If bottom-up data-driven AI tools, may it be deep learning, machine learning or games such as AlphaGo, are no more than pattern matching and predictive tools, then should we not seek anticipatory tools that are also contextualized by top-down socio-cultural-economic value systems, and do not just follow the predetermined rules of the game. Coeckelbergh (this volume) proposes that a possible way forward is to seek an interplay between the art practice and technological innovation, envisioning technological innovation as a poetic, participative, and performative process that is always already connected to a wider cultural context, providing constrains for this process beyond the long-standing and ancient dualistic view of innovation. This participative, social, and cultural process, depending on larger cultural structures, involves human and non-human performances. This perspective of technological innovation as techne and poiesis, acknowledges that social change, through innovation, has its limits, since there is already a given culture, a form of life, which constrains—but also makes innovation possible. He further argues that technological innovation is indeed “technical”, but, if conceptualized as techne, can be understood as art and performance. It is argued that in practice, innovative techne is not only connected to episteme as theoretical knowledge but also has the mode of poiesis: it is not just the outcome of human design and intention but rather involves a performative process in which there is a “dialogue” between form and matter and between creator and environment in which humans and non-humans participate. Moreover, this art is embedded in broader cultural patterns and grammars—ultimately a ‘form of life’—that shape and make possible the innovation. If we understand technological innovation as a poetic, participative, and performative process, then bringing together technological innovation and artistic practices should not be seen as a marginal or luxury project but instead as one that is central, necessary, and vital for cultural-technological change. This conceptualization supports not only a different approach to innovation but also has social-transformative potential and has implications for ethics of technology and responsible innovation.

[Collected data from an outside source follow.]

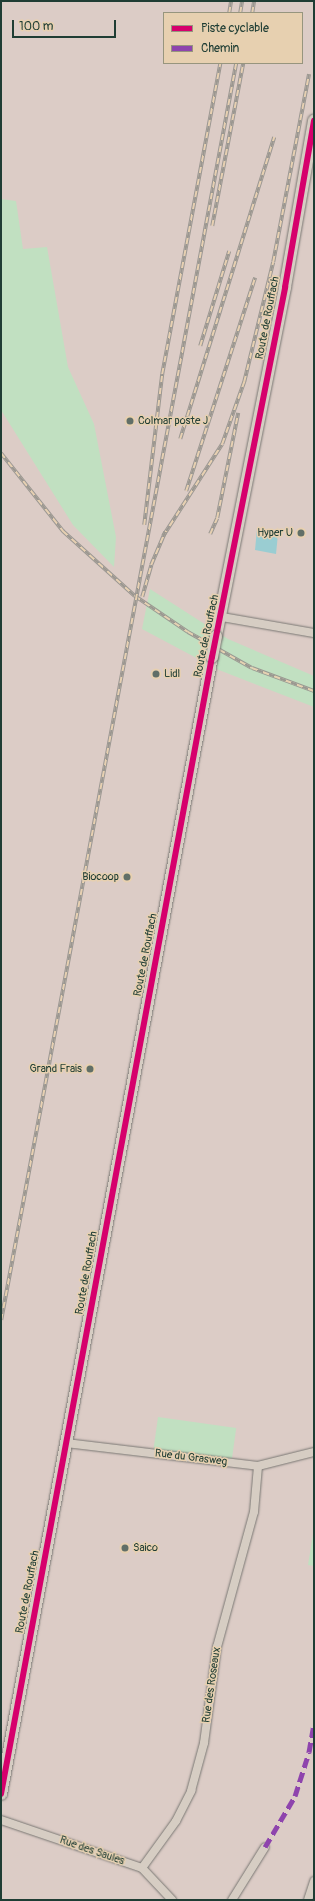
<!DOCTYPE html>
<style>
body{margin:0}
#map{position:relative;width:315px;height:1901px;overflow:hidden;background:#dcccc6;font-family:Pangolin,sans-serif}
div>[style]{position:absolute}
.green>*{inset:0;background:#c1e0c1;transform-origin:0 0}
.water>*{inset:0;background:#9acdd2}
.roads{filter:drop-shadow(0 0 1px #7a7874) drop-shadow(0 0 1px #7a7874)}
.street>*{height:8px;margin:-4px;padding:0 4px;transform-origin:4px;border-radius:4px;background:#d6cdc3}
.secondary>*{height:12px;margin:-6px;padding:0 6px;transform-origin:6px;border-radius:6px;background:#d6cdc3}
.rail>*{height:3.5px;margin-top:-1.75px;transform-origin:0;background:repeating-linear-gradient(90deg,#e7d0b0 0 6px,#9b9790 0 12px);box-sizing:border-box;border-block:1px solid #9b9790}
.bridges{filter:drop-shadow(0 0 1px #7a7874) drop-shadow(0 0 1px #7a7874)}
.secondary-bridge>*{height:12px;margin:-6px;padding:0 6px;transform-origin:6px;border-radius:6px;background:#d6cdc3}
.quiet>*{height:5px;margin-top:-2.5px;transform-origin:0;background:repeating-linear-gradient(90deg,#8e44ad 0 10px,transparent 0 15px)}
.cycleway>*{height:6px;margin:-3px;padding:0 3px;transform-origin:3px;border-radius:3px;background:#d6006c}
.dots>*{width:11px;height:11px;translate:-50% -50%;box-sizing:border-box;border:2px solid #e7d0b0;border-radius:50%}
span{translate:-50% -50%;white-space:nowrap;text-align:center;line-height:1.15;-webkit-text-stroke:3px #e7d0b0;paint-order:stroke}
.street-label{font-size:11px;color:#1f3d34}
.poi-label{font-size:11px;color:#1f3d34}
.left{translate:0 -50%;text-align:left}
.right{translate:-100% -50%;text-align:right}
.frame{position:absolute;inset:0;border:2px solid #1f3d34;pointer-events:none}
.legend{position:absolute;left:163px;top:12px;width:140px;height:52px;box-sizing:border-box;background:#e7d0b0;border:1px solid #97957e;margin:0;padding:5px 7px;list-style:none;font-size:12px;color:#1f3d34}
.legend li{display:flex;align-items:center;gap:8px;height:20px}
.legend b{width:20px;border:1px solid #97957e}
.scale{position:absolute;left:12px;top:20px;width:104px;height:18px;box-sizing:border-box;border:2px solid #1f3d34;border-top:0;padding-left:5px;font-size:12px;line-height:14px;white-space:nowrap;color:#1f3d34;-webkit-text-stroke:3px #e7d0b0;paint-order:stroke}
</style>
<div id="map">
<div class="green">
<i style="clip-path:polygon(1px 199px,16px 201px,23px 249px,47px 247px,68px 367px,94px 424px,116px 537px,114px 567px,73px 525px,1px 410px)"></i>
<i style="clip-path:polygon(150px 589px,228px 639px,314px 676px,314px 707px,219px 670px,142px 629px)"></i>
<i style="left:158px;top:1417px;width:79px;height:34px;rotate:8deg"></i>
<i style="clip-path:polygon(314px 1528px,314px 1566px,308px 1565px)"></i>
</div>
<div class="water">
<i style="clip-path:polygon(257px 529px,278px 534px,276px 554px,255px 550px)"></i>
</div>
<div class="roads">
<div class="street">
<i style="left:222px;top:617px;width:93px;rotate:9.9deg"></i>
<i style="left:66px;top:1443px;width:193px;rotate:6.8deg"></i>
<i style="left:258px;top:1466px;width:58px;rotate:-14deg"></i>
<i style="left:1px;top:1820px;width:149px;rotate:18.8deg"></i>
<i style="left:142px;top:1868px;width:44px;rotate:46.8deg"></i>
<i style="left:142px;top:1868px;width:58px;rotate:-54.1deg"></i>
<i style="left:176px;top:1821px;width:34px;rotate:-63deg"></i>
<i style="left:191px;top:1791px;width:50px;rotate:-74.8deg"></i>
<i style="left:204px;top:1743px;width:97px;rotate:-82.3deg"></i>
<i style="left:217px;top:1647px;width:140px;rotate:-74.7deg"></i>
<i style="left:254px;top:1512px;width:46px;rotate:-85deg"></i>
<i style="left:232px;top:1900px;width:62px;rotate:-58.1deg"></i>
<i style="left:308px;top:1900px;width:20px;rotate:-72deg"></i>
</div>
<div class="secondary">
<i style="left:216px;top:636px;width:356px;rotate:-78.8deg"></i>
<i style="left:285px;top:287px;width:169px;rotate:-80.1deg"></i>
<i style="left:1px;top:1794px;width:1156px;rotate:-79.49deg"></i>
</div>
</div>
<div class="rail">
<i style="left:229px;top:13px;width:12px;rotate:-81deg"></i>
<i style="left:240px;top:13px;width:12px;rotate:-81deg"></i>
<i style="left:252px;top:13px;width:12px;rotate:-81deg"></i>
<i style="left:212px;top:226px;width:166px;rotate:-79.2deg"></i>
<i style="left:200px;top:346px;width:99px;rotate:-73deg"></i>
<i style="left:180px;top:439px;width:316px;rotate:-72.7deg"></i>
<i style="left:1px;top:453px;width:100px;rotate:51.5deg"></i>
<i style="left:63px;top:531px;width:97px;rotate:42.1deg"></i>
<i style="left:135px;top:596px;width:64px;rotate:34.2deg"></i>
<i style="left:188px;top:632px;width:73px;rotate:29.4deg"></i>
<i style="left:252px;top:668px;width:66px;rotate:20.4deg"></i>
<i style="left:186px;top:491px;width:224px;rotate:-72.1deg"></i>
<i style="left:144px;top:525px;width:152px;rotate:-83.2deg"></i>
<i style="left:162px;top:374px;width:316px;rotate:-79.4deg"></i>
<i style="left:210px;top:534px;width:17px;rotate:-66deg"></i>
<i style="left:217px;top:518px;width:107px;rotate:-78.7deg"></i>
<i style="left:163px;top:536px;width:109px;rotate:-57.3deg"></i>
<i style="left:222px;top:444px;width:66px;rotate:-70.5deg"></i>
<i style="left:244px;top:382px;width:123px;rotate:-76.4deg"></i>
<i style="left:273px;top:262px;width:191px;rotate:-79.2deg"></i>
<i style="left:142px;top:597px;width:33px;rotate:-74deg"></i>
<i style="left:151px;top:565px;width:36px;rotate:-67deg"></i>
<i style="left:1px;top:1320px;width:1279px;rotate:-79.41deg"></i>
</div>
<div class="bridges">
<div class="secondary-bridge">
<i style="left:212px;top:657px;width:21px;rotate:-79deg"></i>
</div>
</div>
<div class="quiet">
<i style="left:265px;top:1847px;width:59px;rotate:-59.5deg"></i>
<i style="left:295px;top:1796px;width:46px;rotate:-72.3deg"></i>
<i style="left:309px;top:1752px;width:28px;rotate:-80deg"></i>
</div>
<div class="cycleway">
<i style="left:1px;top:1794px;width:1156px;rotate:-79.49deg"></i>
<i style="left:212px;top:657px;width:377px;rotate:-78.8deg"></i>
<i style="left:285px;top:287px;width:169px;rotate:-80.1deg"></i>
</div>
<div class="dots">
<i style="left:130px;top:421px;background:#616f67"></i>
<i style="left:301px;top:533px;background:#616f67"></i>
<i style="left:156px;top:674px;background:#616f67"></i>
<i style="left:127px;top:877px;background:#616f67"></i>
<i style="left:90px;top:1069px;background:#616f67"></i>
<i style="left:125px;top:1548px;background:#616f67"></i>
</div>
<div class="street-label">
<span style="left:268px;top:318px;rotate:-79deg">Route de Rouffach</span>
<span style="left:207px;top:636px;rotate:-78deg">Route de Rouffach</span>
<span style="left:146px;top:955px;rotate:-79deg">Route de Rouffach</span>
<span style="left:87px;top:1273px;rotate:-80deg">Route de Rouffach</span>
<span style="left:191px;top:1458px;rotate:7deg">Rue du Grasweg</span>
<span style="left:28px;top:1592px;rotate:-79deg">Route de Rouffach</span>
<span style="left:212px;top:1685px;rotate:-82deg">Rue des Roseaux</span>
<span style="left:92px;top:1851px;rotate:19deg">Rue des Saules</span>
</div>
<div class="poi-label">
<span class="left" style="left:138px;top:421px">Colmar poste J</span>
<span class="right" style="left:293px;top:533px">Hyper U</span>
<span class="left" style="left:164px;top:674px">Lidl</span>
<span class="right" style="left:119px;top:877px">Biocoop</span>
<span class="right" style="left:82px;top:1069px">Grand Frais</span>
<span class="left" style="left:133px;top:1548px">Saico</span>
</div>
<div class="frame"></div>
<ul class="legend">
<li><b style="height:5px;background:#d6006c"></b>Piste cyclable</li>
<li><b style="height:5px;background:#8e44ad"></b>Chemin</li>
</ul>
<div class="scale">100 m</div>
</div>
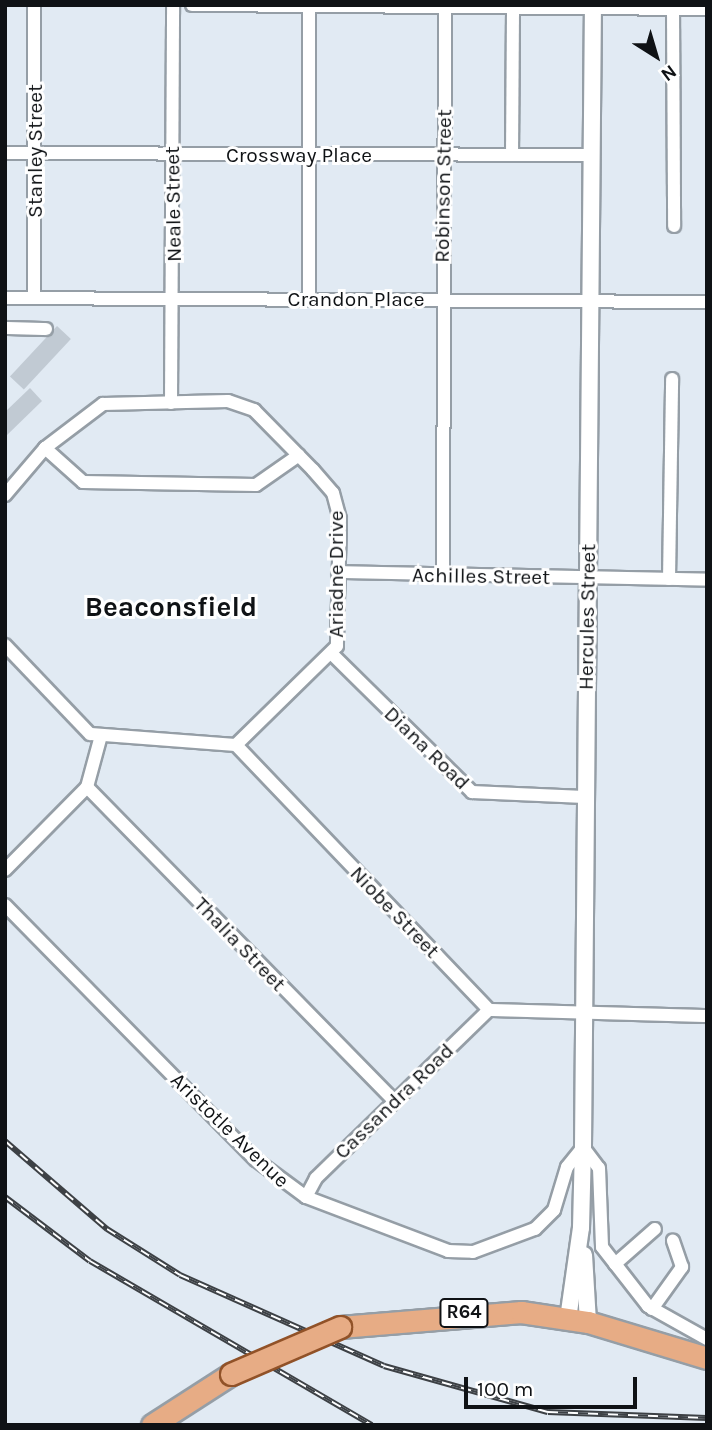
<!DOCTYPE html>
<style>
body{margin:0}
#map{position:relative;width:712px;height:1430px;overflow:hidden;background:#e1eaf3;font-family:Karla,sans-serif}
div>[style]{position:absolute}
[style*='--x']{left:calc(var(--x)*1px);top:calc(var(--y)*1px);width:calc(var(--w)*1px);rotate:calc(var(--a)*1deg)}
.building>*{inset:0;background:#c1cad3;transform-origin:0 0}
.roads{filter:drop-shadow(2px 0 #959ea6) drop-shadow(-2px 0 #959ea6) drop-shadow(0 2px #959ea6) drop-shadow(0 -2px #959ea6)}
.minor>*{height:12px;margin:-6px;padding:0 6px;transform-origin:6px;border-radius:6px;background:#fff}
.tertiary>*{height:16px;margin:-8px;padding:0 8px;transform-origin:8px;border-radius:8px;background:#fff}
.primary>*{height:21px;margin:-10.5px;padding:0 10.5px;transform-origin:10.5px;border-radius:10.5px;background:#e7ac85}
.rail>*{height:6px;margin-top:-3px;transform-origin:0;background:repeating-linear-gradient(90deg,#fff 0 10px,#3d4145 0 20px);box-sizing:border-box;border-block:2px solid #3d4145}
.bridges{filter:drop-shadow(2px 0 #915228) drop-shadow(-2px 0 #915228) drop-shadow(0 2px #915228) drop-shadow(0 -2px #915228)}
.primary-bridge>*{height:21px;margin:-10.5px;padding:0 10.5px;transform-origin:10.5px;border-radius:10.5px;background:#e7ac85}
span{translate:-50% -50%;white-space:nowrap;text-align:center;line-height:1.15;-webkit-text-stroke:6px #fff;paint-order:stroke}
.shield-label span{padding:2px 5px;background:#fff;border:2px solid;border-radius:5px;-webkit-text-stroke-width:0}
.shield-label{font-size:19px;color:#0f1215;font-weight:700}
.street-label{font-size:21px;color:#0f1215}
.district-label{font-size:28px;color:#0f1215;font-weight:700}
.frame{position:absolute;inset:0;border:7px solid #0f1215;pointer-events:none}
.north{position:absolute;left:621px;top:21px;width:70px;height:70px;-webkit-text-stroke:5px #fff;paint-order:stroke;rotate:143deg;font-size:19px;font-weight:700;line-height:28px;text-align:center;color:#0f1215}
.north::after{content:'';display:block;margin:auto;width:24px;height:32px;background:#0f1215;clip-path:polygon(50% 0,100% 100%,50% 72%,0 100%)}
.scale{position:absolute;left:464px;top:1377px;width:173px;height:32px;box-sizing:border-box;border:4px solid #0f1215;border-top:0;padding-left:9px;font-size:21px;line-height:24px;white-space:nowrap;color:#0f1215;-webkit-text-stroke:5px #fff;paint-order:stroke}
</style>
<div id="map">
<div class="building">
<i style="left:57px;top:326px;width:19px;height:69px;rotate:43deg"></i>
<i style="clip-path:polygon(30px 388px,42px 401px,5px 437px,5px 412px)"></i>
</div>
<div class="roads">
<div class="minor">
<i style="--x:192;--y:5;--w:515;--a:0.45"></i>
<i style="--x:309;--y:5;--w:294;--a:90"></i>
<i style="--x:673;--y:10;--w:216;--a:89.7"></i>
<i style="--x:5;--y:153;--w:588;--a:0.19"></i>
<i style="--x:512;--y:155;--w:147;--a:-89.6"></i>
<i style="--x:5;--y:298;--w:702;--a:0.33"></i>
<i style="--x:34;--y:298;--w:293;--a:-90"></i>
<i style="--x:5;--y:328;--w:41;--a:1.4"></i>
<i style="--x:171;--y:403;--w:398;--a:-89.7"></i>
<i style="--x:45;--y:448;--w:51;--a:41.8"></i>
<i style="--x:83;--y:482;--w:173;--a:1"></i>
<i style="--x:256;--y:485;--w:52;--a:-34.9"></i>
<i style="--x:5;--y:495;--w:62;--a:-49.6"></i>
<i style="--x:45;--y:448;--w:73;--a:-37.2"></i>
<i style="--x:103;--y:404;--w:125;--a:-1.4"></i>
<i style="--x:228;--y:401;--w:28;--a:19"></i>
<i style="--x:254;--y:410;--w:84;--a:45.5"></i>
<i style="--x:313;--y:470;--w:30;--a:49"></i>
<i style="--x:333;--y:493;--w:27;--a:75"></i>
<i style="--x:340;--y:519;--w:127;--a:91.4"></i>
<i style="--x:337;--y:646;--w:141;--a:135.6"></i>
<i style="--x:236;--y:745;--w:146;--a:-175.7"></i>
<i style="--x:90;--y:734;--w:123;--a:-133.7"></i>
<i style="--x:338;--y:572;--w:369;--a:1.2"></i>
<i style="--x:443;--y:577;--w:572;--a:-89.8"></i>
<i style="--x:669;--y:579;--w:200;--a:-89.1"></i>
<i style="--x:332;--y:654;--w:197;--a:44.6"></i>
<i style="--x:472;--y:792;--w:112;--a:2.6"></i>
<i style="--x:236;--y:745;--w:366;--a:46.3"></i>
<i style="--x:489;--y:1010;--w:218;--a:1.6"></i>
<i style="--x:87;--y:787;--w:438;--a:45.6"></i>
<i style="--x:5;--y:870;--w:117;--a:-45.3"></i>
<i style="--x:87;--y:787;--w:50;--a:-74.8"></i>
<i style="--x:5;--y:905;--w:358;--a:45.5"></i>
<i style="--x:256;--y:1160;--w:62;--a:36.5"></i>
<i style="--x:306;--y:1197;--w:152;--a:20.8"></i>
<i style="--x:448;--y:1251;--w:25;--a:2"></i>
<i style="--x:473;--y:1252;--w:66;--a:-20.4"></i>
<i style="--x:535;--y:1229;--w:27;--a:-45"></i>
<i style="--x:554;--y:1210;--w:45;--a:-73.2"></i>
<i style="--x:567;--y:1167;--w:26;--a:-51"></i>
<i style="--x:583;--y:1147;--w:26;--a:53"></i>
<i style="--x:599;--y:1168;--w:79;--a:87.8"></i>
<i style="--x:602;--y:1247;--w:75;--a:52.1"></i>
<i style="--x:648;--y:1306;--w:68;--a:29.2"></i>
<i style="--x:306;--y:1197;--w:21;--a:-62"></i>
<i style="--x:316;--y:1178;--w:241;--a:-44.2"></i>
<i style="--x:615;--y:1264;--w:53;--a:-41.2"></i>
<i style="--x:652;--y:1309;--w:52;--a:-54.5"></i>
<i style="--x:682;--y:1267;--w:28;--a:-109"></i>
</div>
<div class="tertiary">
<i style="--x:584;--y:1255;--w:67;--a:86.6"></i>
<i style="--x:568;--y:1319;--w:92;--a:-81.9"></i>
<i style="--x:581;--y:1228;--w:81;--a:-88.6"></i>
<i style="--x:583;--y:1147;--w:1142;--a:-89.5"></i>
</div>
<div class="primary">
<i style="--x:340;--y:1327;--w:182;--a:-4.7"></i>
<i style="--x:521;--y:1312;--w:68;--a:8.5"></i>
<i style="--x:588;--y:1322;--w:124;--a:16.8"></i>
<i style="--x:152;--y:1425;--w:94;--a:-32.8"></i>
</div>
</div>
<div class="rail">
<i style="--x:5;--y:1141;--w:135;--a:40.8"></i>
<i style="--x:107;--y:1229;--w:86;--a:32.2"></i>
<i style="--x:180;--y:1275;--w:223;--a:24"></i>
<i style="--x:384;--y:1366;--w:170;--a:15.7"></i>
<i style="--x:548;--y:1412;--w:159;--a:2.2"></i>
<i style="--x:5;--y:1197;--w:106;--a:37"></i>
<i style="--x:90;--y:1261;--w:326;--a:30.2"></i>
</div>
<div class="bridges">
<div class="primary-bridge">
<i style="--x:231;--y:1374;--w:119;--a:-23.3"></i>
</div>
</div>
<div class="shield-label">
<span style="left:464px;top:1313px">R64</span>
</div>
<div class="street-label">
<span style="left:35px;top:151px;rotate:-90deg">Stanley Street</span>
<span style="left:299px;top:155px">Crossway Place</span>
<span style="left:443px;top:186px;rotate:-89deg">Robinson Street</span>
<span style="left:173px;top:204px;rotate:-91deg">Neale Street</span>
<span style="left:356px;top:299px">Crandon Place</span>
<span style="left:336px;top:574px;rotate:-90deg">Ariadne Drive</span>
<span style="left:481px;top:576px;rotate:1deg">Achilles Street</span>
<span style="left:587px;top:617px;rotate:-89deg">Hercules Street</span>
<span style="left:427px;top:748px;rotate:44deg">Diana Road</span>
<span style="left:395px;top:912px;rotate:46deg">Niobe Street</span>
<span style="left:240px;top:944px;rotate:46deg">Thalia Street</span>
<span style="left:394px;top:1101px;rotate:-44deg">Cassandra Road</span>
<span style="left:230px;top:1130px;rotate:44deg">Aristotle Avenue</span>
</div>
<div class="district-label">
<span style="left:171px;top:607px">Beaconsfield</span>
</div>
<div class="frame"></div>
<div class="north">N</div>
<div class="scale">100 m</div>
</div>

As the debate on AI narratives evolves, there is an intense contest between two paradigms, holistic paradigm that is based on the interconnected world, and the other reductionist, mechanistic paradigm that sees humans as separate from nature. The mechanistic paradigm has transformed the diversity of knowledge systems into a hierarchy, privileging the reductionist paradigm as the only science, and undermining other knowledge systems. In exploring the case for alignment of AI attributes and human values on the assumption of finding an equivalence between human ethics (practical wisdom) and rule-based ethics, we need to recognize that this notion of equivalence is flawed. If one of central ethos of equivalence is mutual trust, then it is difficult to visualize how an AI system can offer itself as a trusted companion in an emotionally laid situation where we feel personal and deep grief and pain of the loss a loved one. The idea that the computer can console us by following rules embedded in its system, ignores the very essence of what human emotion is, tacit and personal that cannot be totally explicated in the forms of rules. It can be felt but and cannot be learned even in the form of rules of familiarity.

The challenge is that we should mould AI futures for common good of people and societies rather than letting technological determinism becoming a single story of ‘singularity’.